Obituaries: FootballRudy Custer, 92Longtime aide did many jobs for Halas
by Don Pierson and Bill Jauss
Tribune Staff Reporters
The Navy assigned Rudy Custer to
George Halas as an administrative assistant during World War II. Halas later wrote that Custer was so efficient, "I tagged him for postwar service to
my Bears."
Custer, who died in Charleston, S.C., on New year's Eve at 92, never left the Bear's owner and coach, serving as business manager of the team for 38 years.
The title failed to cover the scope of Custer's duties.
"I also did advertising, public relations, travel arrangements, the stadium box office, credentials, halftime entertainment and personnel records. Just about everything but coaching and scouting," Custer told author Jeff Davis in a recently released biography of Halas, "
Papa Bear."
Custer's primary contribution was to organize and oversee one of the first NFL television networks in 1949 when Halas feared TV exposure would diminish his gate.
Custer first sold a Monday highlights package to Standard Oil of Indiana, which sponsored the "Bears Quarterback Club" with host Red Grange. Later, Custer and Halas drew a 75-mile blackout area around Chicago and sold cable rights to games to the DuMont network.
In his autobiography, "Halas by Halas," the Papa Bear wrote: "Television's prime objective would undoubtedly be to flood the rich Chicago market with football telecasts, something I did not want. I delegated Rudy Custer to the task.

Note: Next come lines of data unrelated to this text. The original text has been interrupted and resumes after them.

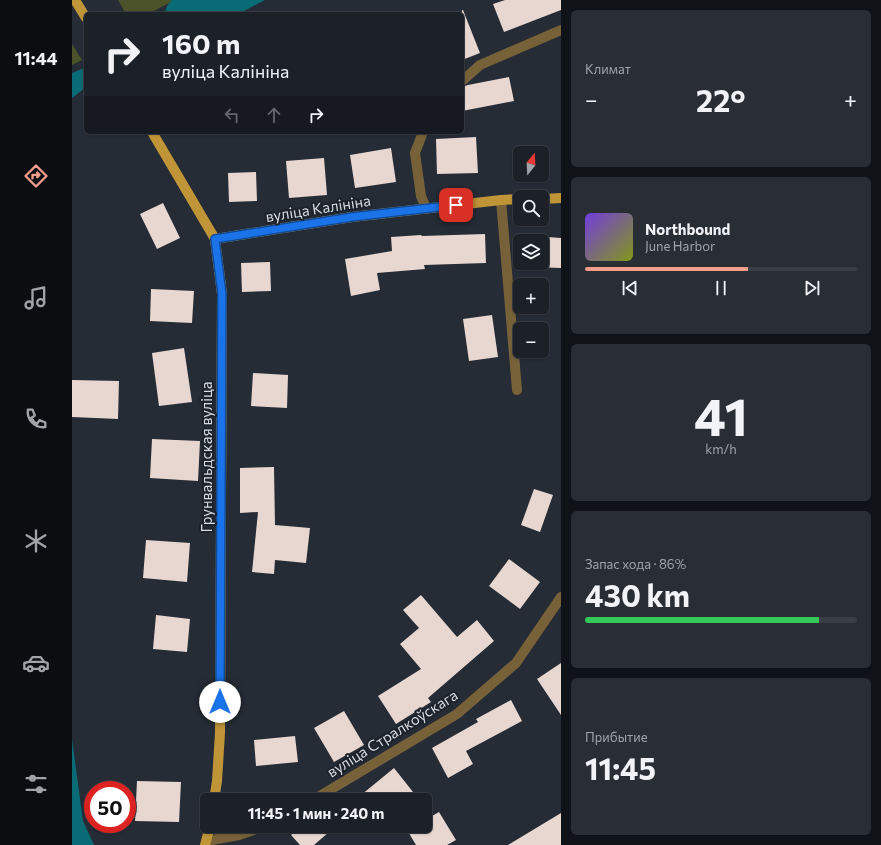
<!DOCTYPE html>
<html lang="ru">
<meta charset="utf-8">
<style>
:root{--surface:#1c2128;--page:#292e34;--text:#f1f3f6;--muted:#a0a3a8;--line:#3a3e45;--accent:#f49d8d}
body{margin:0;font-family:Commissioner,sans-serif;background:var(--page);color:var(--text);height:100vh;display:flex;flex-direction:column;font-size:15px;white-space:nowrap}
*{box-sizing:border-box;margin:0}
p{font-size:13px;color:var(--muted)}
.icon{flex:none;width:22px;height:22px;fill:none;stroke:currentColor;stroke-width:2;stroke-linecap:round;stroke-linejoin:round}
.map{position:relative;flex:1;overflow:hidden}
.sheet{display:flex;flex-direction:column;gap:10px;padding:10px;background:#0f1216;width:320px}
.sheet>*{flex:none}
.banner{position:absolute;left:12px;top:12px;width:380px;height:122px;border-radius:6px;box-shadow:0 1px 3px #0004,0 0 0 1px var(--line);background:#1c2128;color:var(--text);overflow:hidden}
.needle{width:26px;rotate:18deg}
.tools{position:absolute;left:441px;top:146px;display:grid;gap:8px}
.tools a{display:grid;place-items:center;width:36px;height:36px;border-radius:6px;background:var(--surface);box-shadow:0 1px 3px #0004,0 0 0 1px var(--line);font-size:20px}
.speed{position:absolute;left:12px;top:781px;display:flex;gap:8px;font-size:20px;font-weight:700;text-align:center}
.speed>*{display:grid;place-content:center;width:52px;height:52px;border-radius:50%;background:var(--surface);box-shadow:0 1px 3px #0004,0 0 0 1px var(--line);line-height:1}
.speed .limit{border:6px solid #d22;background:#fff;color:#111}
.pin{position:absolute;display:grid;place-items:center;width:34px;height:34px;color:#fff;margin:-17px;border-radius:8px;box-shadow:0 2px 6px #0006}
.me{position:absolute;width:44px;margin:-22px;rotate:0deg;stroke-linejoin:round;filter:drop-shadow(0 0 3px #0008)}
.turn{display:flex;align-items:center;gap:14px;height:84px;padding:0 12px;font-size:18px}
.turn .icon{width:52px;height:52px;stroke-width:2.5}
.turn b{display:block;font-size:28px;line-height:34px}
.lanes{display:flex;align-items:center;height:38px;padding:0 12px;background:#0003;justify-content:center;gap:20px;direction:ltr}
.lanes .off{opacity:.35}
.big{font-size:30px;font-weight:700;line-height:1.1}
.sheet .widget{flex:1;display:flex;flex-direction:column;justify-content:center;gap:6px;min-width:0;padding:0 14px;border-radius:6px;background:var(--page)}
.sheet .dial{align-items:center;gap:0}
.dial b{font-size:52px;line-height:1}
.song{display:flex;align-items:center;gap:12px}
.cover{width:48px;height:48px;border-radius:6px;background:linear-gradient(135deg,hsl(260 70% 55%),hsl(70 70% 35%))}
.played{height:4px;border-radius:2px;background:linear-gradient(90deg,var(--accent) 60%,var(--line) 60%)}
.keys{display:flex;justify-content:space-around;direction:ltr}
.heat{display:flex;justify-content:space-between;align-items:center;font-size:22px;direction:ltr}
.charge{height:6px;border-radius:3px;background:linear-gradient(90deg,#34c759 86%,var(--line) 0)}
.trip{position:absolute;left:128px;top:793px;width:232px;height:40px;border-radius:6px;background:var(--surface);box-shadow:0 1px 3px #0004,0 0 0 1px var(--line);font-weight:700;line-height:40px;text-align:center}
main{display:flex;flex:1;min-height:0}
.dock{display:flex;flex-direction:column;width:72px;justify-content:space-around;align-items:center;background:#0b0d10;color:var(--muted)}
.dock .icon{width:28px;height:28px}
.dock .selected{color:var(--accent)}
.dock b{font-size:18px;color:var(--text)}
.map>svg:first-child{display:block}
.green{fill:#4c522a}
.water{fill:#086b75}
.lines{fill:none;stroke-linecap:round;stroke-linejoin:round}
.river{stroke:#086b75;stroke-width:34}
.building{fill:#e7d7d0}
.minor{stroke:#766139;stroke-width:10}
.major{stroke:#c09538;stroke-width:10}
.route-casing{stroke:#114b97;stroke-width:10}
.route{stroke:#1a73e8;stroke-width:7}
.labels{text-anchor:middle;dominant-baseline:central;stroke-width:4;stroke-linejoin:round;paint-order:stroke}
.street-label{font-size:15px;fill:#d7dce2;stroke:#1c232c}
</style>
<main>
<nav class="dock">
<b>11:44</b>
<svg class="icon selected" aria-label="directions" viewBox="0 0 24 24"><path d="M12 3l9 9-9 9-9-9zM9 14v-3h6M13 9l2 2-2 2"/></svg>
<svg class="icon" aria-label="music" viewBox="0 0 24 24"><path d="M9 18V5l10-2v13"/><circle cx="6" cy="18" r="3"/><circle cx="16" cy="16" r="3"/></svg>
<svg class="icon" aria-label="phone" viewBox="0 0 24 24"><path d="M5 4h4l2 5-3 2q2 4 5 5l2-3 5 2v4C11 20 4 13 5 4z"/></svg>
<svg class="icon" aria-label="climate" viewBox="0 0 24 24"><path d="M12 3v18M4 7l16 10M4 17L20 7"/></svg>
<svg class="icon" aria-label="car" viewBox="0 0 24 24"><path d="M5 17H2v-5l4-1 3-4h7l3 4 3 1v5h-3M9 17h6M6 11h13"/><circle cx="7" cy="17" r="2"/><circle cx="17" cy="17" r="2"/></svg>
<svg class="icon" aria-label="filters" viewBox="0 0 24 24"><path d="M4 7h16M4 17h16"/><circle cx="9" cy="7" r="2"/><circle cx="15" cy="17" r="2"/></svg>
</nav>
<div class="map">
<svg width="489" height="845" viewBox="0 0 489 845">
<rect width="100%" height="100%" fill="#252c36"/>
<!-- green -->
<path class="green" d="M46,0H103L76,14H54Z
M0,44L10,60L0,65Z"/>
<!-- water -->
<path class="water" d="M145,0H193L166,14H117Z
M12,68H14V87L0,98V73Z
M0,739L11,821L22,845H0Z"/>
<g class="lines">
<!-- river -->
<path class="river" d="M110,14L139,0"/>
</g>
<!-- building -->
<path class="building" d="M433,0H489V10L432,32L421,4Z
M390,10H391L408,53L390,60Z
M437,77L442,101L390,111V87L396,85Z
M404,137L406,173L365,174L364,139Z
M319,148L324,182L283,188L278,155Z
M252,158L255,195L217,198L214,161Z
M184,172L185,201L157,202L156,173Z
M91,203L108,238L85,249L68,214Z
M413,234L414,263L352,265L353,269L305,273L308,290L279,296L273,259L320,251L319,237L349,235L350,236Z
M461,236L489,238V268L460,267V263H470V241H461Z
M198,262L199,291L170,292L169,263Z
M79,289L122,291L120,323L78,321Z
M420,315L426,357L397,361L391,319Z
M112,348L120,402L87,406L80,353Z
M181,373L216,375L215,408L179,406Z
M0,380L47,381L46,419L0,417Z
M80,439L128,441L126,481L78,478Z
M202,467L203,525L238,528L234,563L203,560L202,574L180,572L186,512L168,513V468Z
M462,489L481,495L468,532L449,525Z
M74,540L118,543L115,582L71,578Z
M437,559L468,582L448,609L417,586Z
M349,595L385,637L405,620L422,641L356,698L359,702L324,724L306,696L349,669L328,644L347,628L331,610Z
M84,615L118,619L115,652L81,649Z
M489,663V715L465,679Z
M439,700L450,721L394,751L401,764L376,778L360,748L406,722L404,719Z
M272,711L292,745L262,762L242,728Z
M223,736L226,762L184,766L182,740Z
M322,768L341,792L331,800H283Z
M65,781L109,782L107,822L63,821Z
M367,812L384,840L375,845H344L335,830L343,826H353V820Z
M489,813V845H436Z
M230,826H264L242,845H228L219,835Z"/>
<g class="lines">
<!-- minor -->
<path class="minor" d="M390,81L408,65L489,30
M351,132L343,153L349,196L354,208
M429,200L445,390
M241,800L385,714L444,663L489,597
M135,841L167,835L193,826"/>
<!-- major -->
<path class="major" d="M3,0L14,18
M80,132L143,239L150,294L148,733L145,781L142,800
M470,199L489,198
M143,239L280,217L429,200L448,199
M133,845L138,826"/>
</g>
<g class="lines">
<!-- route casing -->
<g class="route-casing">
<path id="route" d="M148,702L150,294L143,239L280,217L384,205"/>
</g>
<!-- route -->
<use href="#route" class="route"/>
</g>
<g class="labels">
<!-- street labels -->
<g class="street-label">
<text transform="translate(246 208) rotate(-9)">вуліца Калініна</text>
<text transform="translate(134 457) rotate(-90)">Грунвальдская вуліца</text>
<text transform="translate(320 733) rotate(-32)">вуліца Стралкоўскага</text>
</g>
</g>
</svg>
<div class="tools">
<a><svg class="needle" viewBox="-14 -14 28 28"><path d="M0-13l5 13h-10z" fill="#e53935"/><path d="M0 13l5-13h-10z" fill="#a0a3a8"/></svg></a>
<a><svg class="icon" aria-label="search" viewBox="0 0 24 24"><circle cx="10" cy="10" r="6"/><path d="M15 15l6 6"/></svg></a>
<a><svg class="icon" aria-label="layers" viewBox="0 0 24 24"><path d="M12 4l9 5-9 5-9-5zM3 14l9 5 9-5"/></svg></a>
<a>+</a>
<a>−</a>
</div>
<div class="speed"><div class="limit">50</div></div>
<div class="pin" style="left:384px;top:205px;background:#d93025"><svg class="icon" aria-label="arrive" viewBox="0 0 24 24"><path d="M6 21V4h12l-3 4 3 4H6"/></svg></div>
<svg class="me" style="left:148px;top:702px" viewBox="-20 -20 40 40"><circle r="19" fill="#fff"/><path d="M0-13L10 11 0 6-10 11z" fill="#1a73e8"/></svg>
<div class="trip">11:45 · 1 мин · 240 m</div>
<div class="banner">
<div class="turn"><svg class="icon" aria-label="right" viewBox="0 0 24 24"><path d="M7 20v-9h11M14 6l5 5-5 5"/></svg><div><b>160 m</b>вуліца Калініна</div></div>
<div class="lanes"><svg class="icon off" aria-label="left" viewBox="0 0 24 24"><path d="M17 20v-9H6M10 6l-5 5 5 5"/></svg><svg class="icon off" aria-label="ahead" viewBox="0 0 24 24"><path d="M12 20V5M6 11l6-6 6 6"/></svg><svg class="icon" aria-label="right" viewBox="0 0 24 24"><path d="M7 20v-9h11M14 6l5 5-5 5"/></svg></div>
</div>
</div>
<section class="sheet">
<div class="widget"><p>Климат</p>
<div class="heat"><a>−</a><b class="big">22°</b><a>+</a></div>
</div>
<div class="widget">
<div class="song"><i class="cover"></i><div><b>Northbound</b><p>June Harbor</p></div></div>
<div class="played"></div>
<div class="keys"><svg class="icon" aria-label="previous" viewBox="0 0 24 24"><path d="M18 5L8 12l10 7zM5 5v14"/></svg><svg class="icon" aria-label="pause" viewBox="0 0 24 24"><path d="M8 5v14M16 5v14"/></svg><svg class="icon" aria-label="next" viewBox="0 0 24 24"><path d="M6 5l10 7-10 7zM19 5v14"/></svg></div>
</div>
<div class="widget dial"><b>41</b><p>km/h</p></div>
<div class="widget"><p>Запас хода · 86%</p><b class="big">430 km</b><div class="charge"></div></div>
<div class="widget"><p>Прибытие</p><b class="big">11:45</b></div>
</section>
</main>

"Rudy worked hard and we finished with a loss of only $1,750. The quarterback show more than met loss. I told Rudy he had worked wonders but next year he would have to double them. He did."
Custer eventually sold rights to the Bears in the Deep South and West and was virtually running the DuMont operation.

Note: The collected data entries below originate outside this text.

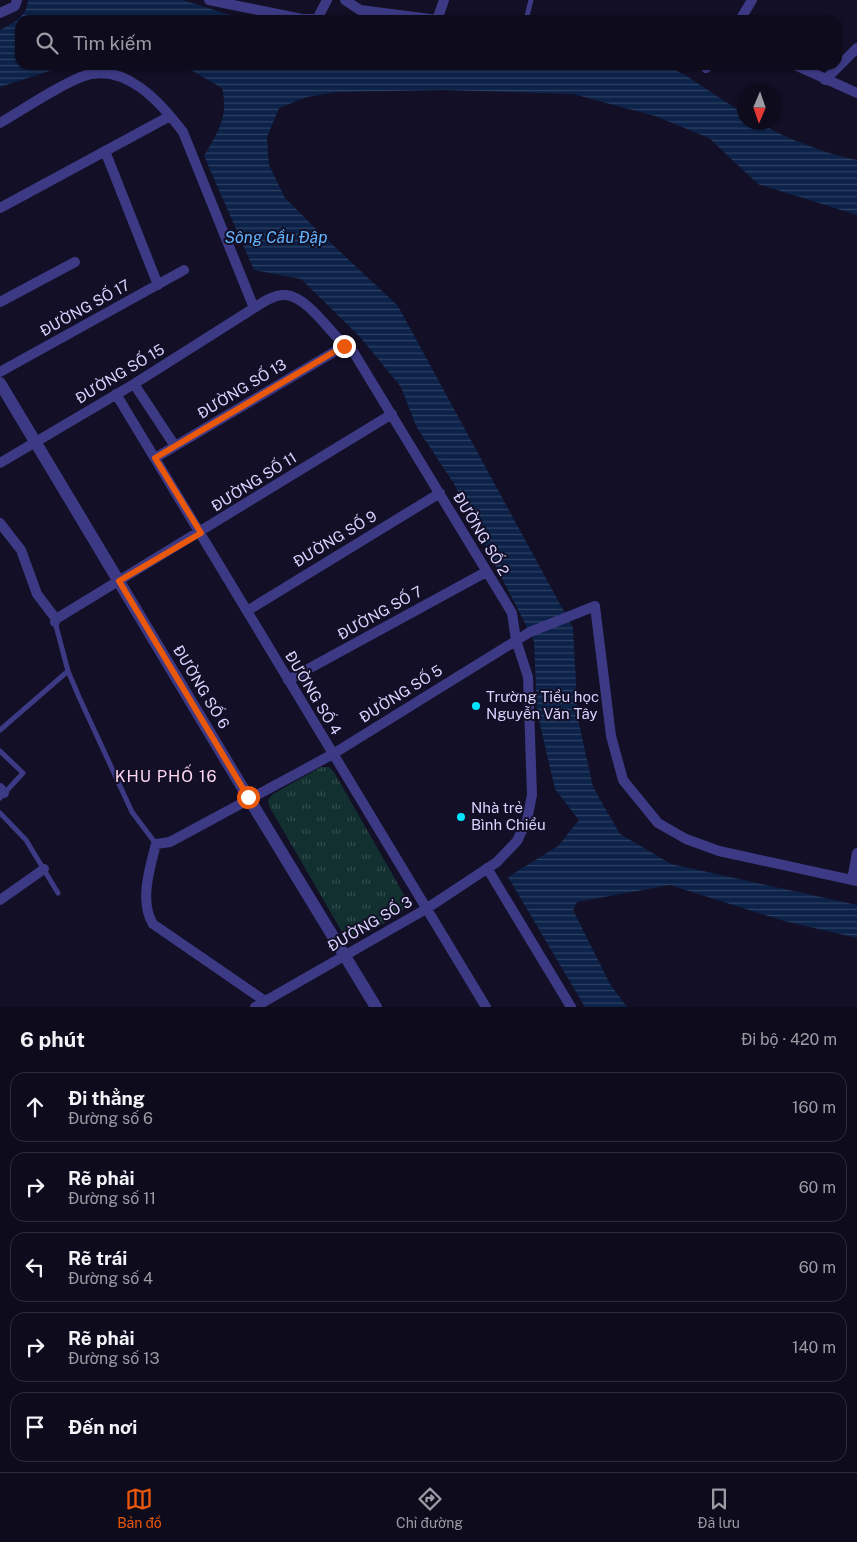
<!DOCTYPE html>
<html lang="vi">
<head>
<meta charset="utf-8">
<style>
  :root { --surface:#0e0b1c; --page:#171425; --text:#f1f3f6; --muted:#9b9ba3; --line:#2e2b3b; --accent:#ea580c }
  body { margin:0; font-family:"Public Sans",sans-serif; background:var(--page); color:var(--text) }
  .compass { position:absolute; left:737px; top:85px; width:45px; height:45px; border-radius:50%; background:var(--surface); box-shadow:0 1px 4px #0004; rotate:182deg }
  .stop { position:absolute; width:15px; height:15px; margin:-11px; border:4px solid #ea580c; border-radius:50%; background:#fff }
  .stop.end { background:#ea580c; border-color:#fff; box-shadow:0 1px 5px #0008 }
  .list { margin:0; padding:0; list-style:none }
  h2 { display:flex; justify-content:space-between; align-items:center; height:65px; margin:0; padding:0 20px; font-size:21px }
  h2 small { font-size:16px; font-weight:400; color:var(--muted) }
  .list li { display:grid; grid-template-columns:32px 1fr auto; gap:15px; align-items:center; box-sizing:border-box; height:70px; margin:0 10px 10px; padding:0 10px; border:1px solid var(--line); border-radius:15px }
  .list b { display:block; font-size:19px; white-space:nowrap }
  .list p { margin:0; font-size:16px; white-space:nowrap; color:var(--muted) }
  .list em { font-size:16px; font-style:normal; color:var(--muted) }
  .icon { flex:none; width:28px; height:28px; fill:none; stroke:currentColor; stroke-width:2; stroke-linecap:round; stroke-linejoin:round }
  .map { position:relative; flex:none; width:857px; height:1007px; overflow:hidden }
  .search { position:absolute; background:var(--surface); box-shadow:0 1px 4px #0004; left:15px; right:15px; top:15px; height:55px; display:flex; align-items:center; gap:12px; box-sizing:border-box; padding:0 18px; border-radius:15px; color:var(--muted); font-size:19px }
  .sheet { height:465px; background:var(--surface) }
  nav { display:flex; justify-content:space-around; align-items:center; box-sizing:border-box; height:70px; border-top:1px solid var(--line); background:var(--surface); font-size:14px; color:var(--muted) }
  nav a { display:grid; justify-items:center; gap:2px }
  nav .on { color:var(--accent) }
  .map>svg:first-child { display:block }
</style>
</head>
<body>
<div class="map">
<svg width="857" height="1007" viewBox="0 0 857 1007">
  <defs>
    <pattern id="grass-tufts" width="24" height="20" patternUnits="userSpaceOnUse" patternTransform="scale(1.25)"><rect width="24" height="20" fill="#12302f"/><path d="M3 7l-1-3M5 7V3M7 7l1-3M15 17l-1-3M17 17v-4M19 17l1-3" fill="none" stroke="#344d4e"/></pattern>
    <pattern id="water-rules" width="6" height="5" patternUnits="userSpaceOnUse" patternTransform="scale(1.25)"><rect width="6" height="5" fill="#0c2248"/><path d="M0 2.5h6" fill="none" stroke="#2f4163"/></pattern>
  </defs>
  <rect width="100%" height="100%" fill="#130f26"/>
  <!-- grass -->
  <path fill="url(#grass-tufts)" d="M321,767H329L334,772L407,900L406,908C389,919 364,942 342,932L269,806L268,800L273,794Z"/>
  <!-- water -->
  <path fill="url(#water-rules)" d="M28,0H183L227,14L256,20H20V65H68L0,87V30C13,23 27,17 28,0Z
    M182,65H664L685,75L744,114V122C766,123 769,129 787,137C810,147 833,155 857,160V215L758,184L709,138L655,116L573,94L443,90L337,92L307,97L279,108L267,137L269,165L285,198L319,232L398,306L573,628L578,719L593,787L620,834L671,864L857,905V938L784,921L670,885L577,902L573,910L610,984L627,1007H585L508,877L558,846L579,820L555,789L537,712L534,641L454,484L416,426L401,387L360,337L301,279L254,270L204,156C218,132 229,116 222,88Z"/>
  <g fill="none" stroke-linecap="round" stroke-linejoin="round">
    <!-- service -->
    <path stroke="#3d3a85" stroke-width="5" d="M526,20L531,0
      M55,622L68,671L79,697L132,812L156,844
      M0,730L68,671
      M0,751L23,773L0,798
      M0,813L26,840L58,893"/>
    <!-- minor -->
    <path stroke="#3d3a85" stroke-width="10" d="M209,0L302,19H317L327,0
      M345,0L360,10L438,20
      M0,13L15,6L17,0
      M437,20L444,0
      M740,20L752,0
      M795,65L857,93
      M706,68L708,65
      M825,80L857,48
      M0,123C26,108 54,88 81,77C124,60 161,103 183,132L254,308
      M105,151L158,285
      M0,208L170,116
      M0,302L75,262
      M0,372L184,270
      M134,384L175,446
      M116,394L486,1007
      M155,458L344,346
      M0,463L134,384L254,308C263,302 275,294 286,295C311,298 333,339 354,353L512,613L516,640L528,677L532,795L527,820L517,841L497,862L426,909L255,1007
      M0,523L21,550L37,594L56,619
      M247,611L440,493
      M55,622L56,619L392,414
      M288,680L486,572
      M0,788L4,793
      M487,868L571,1007
      M852,880L857,853
      M0,900L44,869
      M265,1001L153,924C139,902 150,867 156,844L170,842L333,754L530,632L595,606L611,736L623,780L658,823L686,839L719,851L857,881"/>
    <!-- tertiary -->
    <path stroke="#3d3a85" stroke-width="12" d="M0,383L248,797L376,1007"/>
  </g>
  <g fill="none" stroke-linecap="round" stroke-linejoin="round">
    <!-- route -->
    <path stroke="#ea580c" stroke-width="6" d="M248,797L119,581L201,533L155,458L344,346"/>
  </g>
  <!-- markers -->
  <g fill="#00e5ff" stroke="#130f26" stroke-width="2">
    <circle cx="476" cy="706" r="5"/>
    <circle cx="461" cy="817" r="5"/>
  </g>
  <g text-anchor="middle" stroke-width="4" stroke-linejoin="round" paint-order="stroke">
    <!-- street labels -->
    <g font-size="15" fill="#d9d4ff" stroke="#130f26">
      <text transform="translate(85 308) rotate(-29)" y="5">ĐƯỜNG SỐ 17</text>
      <text transform="translate(120 374) rotate(-31)" y="5">ĐƯỜNG SỐ 15</text>
      <text transform="translate(242 389) rotate(-31)" y="5">ĐƯỜNG SỐ 13</text>
      <text transform="translate(254 482) rotate(-32)" y="5">ĐƯỜNG SỐ 11</text>
      <text transform="translate(481 534) rotate(59)" y="5">ĐƯỜNG SỐ 2</text>
      <text transform="translate(335 539) rotate(-31)" y="5">ĐƯỜNG SỐ 9</text>
      <text transform="translate(380 613) rotate(-29)" y="5">ĐƯỜNG SỐ 7</text>
      <text transform="translate(201 687) rotate(59)" y="5">ĐƯỜNG SỐ 6</text>
      <text transform="translate(313 693) rotate(59)" y="5">ĐƯỜNG SỐ 4</text>
      <text transform="translate(401 694) rotate(-32)" y="5">ĐƯỜNG SỐ 5</text>
      <text transform="translate(370 924) rotate(-30)" y="5">ĐƯỜNG SỐ 3</text>
    </g>
    <!-- poi labels -->
    <g font-size="15" fill="#d9d4ff" stroke="#130f26" text-anchor="start">
      <text x="486" y="702">Trường Tiểu học<tspan x="486" dy="17">Nguyễn Văn Tây</tspan></text>
      <text x="471" y="813">Nhà trẻ<tspan x="471" dy="17">Bình Chiểu</tspan></text>
    </g>
    <!-- water labels -->
    <g font-size="16" font-style="italic" fill="#62b6ff" stroke="#130f26">
      <text x="276" y="243">Sông Cầu Đập</text>
    </g>
    <!-- neighbourhood labels -->
    <g font-size="16" letter-spacing="1" fill="#ffd6f0" stroke="#130f26">
      <text x="166" y="782">KHU PHỐ 16</text>
    </g>
  </g>
</svg>
<svg class="compass" viewBox="-18 -18 36 36"><path d="M0-13l5 13h-10z" fill="#e53935"/><path d="M0 13l5-13h-10z" fill="#9b9ba3"/></svg>
<div class="stop" style="left:248px;top:797px"></div>
<div class="stop end" style="left:344px;top:346px"></div>
<div class="search"><svg class="icon" aria-label="search" viewBox="0 0 24 24"><circle cx="10" cy="10" r="6"/><path d="M15 15l6 6"/></svg>Tìm kiếm</div>
</div>
<section class="sheet">
<h2>6 phút<small>Đi bộ · 420 m</small></h2>
<ul class="list">
<li><svg class="icon" aria-label="ahead" viewBox="0 0 24 24"><path d="M12 20V5M6 11l6-6 6 6"/></svg><div><b>Đi thẳng</b><p>Đường số 6</p></div><em>160 m</em></li>
<li><svg class="icon" aria-label="right" viewBox="0 0 24 24"><path d="M7 20v-9h11M14 6l5 5-5 5"/></svg><div><b>Rẽ phải</b><p>Đường số 11</p></div><em>60 m</em></li>
<li><svg class="icon" aria-label="left" viewBox="0 0 24 24"><path d="M17 20v-9H6M10 6l-5 5 5 5"/></svg><div><b>Rẽ trái</b><p>Đường số 4</p></div><em>60 m</em></li>
<li><svg class="icon" aria-label="right" viewBox="0 0 24 24"><path d="M7 20v-9h11M14 6l5 5-5 5"/></svg><div><b>Rẽ phải</b><p>Đường số 13</p></div><em>140 m</em></li>
<li><svg class="icon" aria-label="arrive" viewBox="0 0 24 24"><path d="M6 21V4h12l-3 4 3 4H6"/></svg><div><b>Đến nơi</b></div></li>
</ul>
</section>
<nav>
<a class="on"><svg class="icon" aria-label="map" viewBox="0 0 24 24"><path d="M3 6l6-2 6 2 6-2v14l-6 2-6-2-6 2zM9 4v14M15 6v14"/></svg>Bản đồ</a>
<a><svg class="icon" aria-label="directions" viewBox="0 0 24 24"><path d="M12 3l9 9-9 9-9-9zM9 14v-3h6M13 9l2 2-2 2"/></svg>Chỉ đường</a>
<a><svg class="icon" aria-label="saved" viewBox="0 0 24 24"><path d="M7 4h10v16l-5-4-5 4z"/></svg>Đã lưu</a>
</nav>
</body>
</html>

"By the end, our network was the largest independent sports network in the country, at a profit of $153,000," Custer said.
Custer retired in 1984, the year after Halas died.
"Jim Finks was running the Bears then," former assistant coach Chuck Mather recalled. "When Rudy retired, Jim had to hire seven people to fill all the rolls he had filled for the Bears."
"Rudy was everything to the Bears," said Mather, Custer's longtime neighbor in Wilmette. There wasn't anything he couldn't do and didn't do."
But he loved his job.
"Dad was blessed to have a job he loved to pour himself into seven days a week," said his son Jim.
"When I was in high school, I hung around Soldier Field as a sort of gopher. It was hard to keep up with Dad. He stood only about 5 feet 3 inches, but he walked around like he was 8 feet tall."
Custer, was a native of Madison, Wis. and a graduate of the University of Wisconsin. He was working in advertising in Milwaukee when he entered the Navy and was an avid Packers fan.
He described Halas' offer to him in Davis' book, "He took me out to dinner at the end of his tour in '45. He handed me an envelope. It had $500 cash in it. I siad, 'George, you don't have to do this.' Halas replied, 'You don't know how much you've helped me. I'd like you to go to work for me.' Just like that! offered me $5,0000."
Custer said his boss in Milwaukee advised him to take it.
"Five thousand dollars felt like a million bucks to me," Custer said.
Besides his son, Custer is survived by a daughter, Terrie, and two grandchildren. His wife, Evie, died in 1991.
Originally published in the Chicago Tribune on January 8, 2005.
Note: Rudy Custer's graduation year is based on information in a June 5, 1931 article in the Wisconsin State Journal listing the Central High School graduates. He is listed as Rudof Presber Custer. Rudy Custer was the twin brother of Madison history chronicler Frank Custer, who was also a member of the Class of 1931.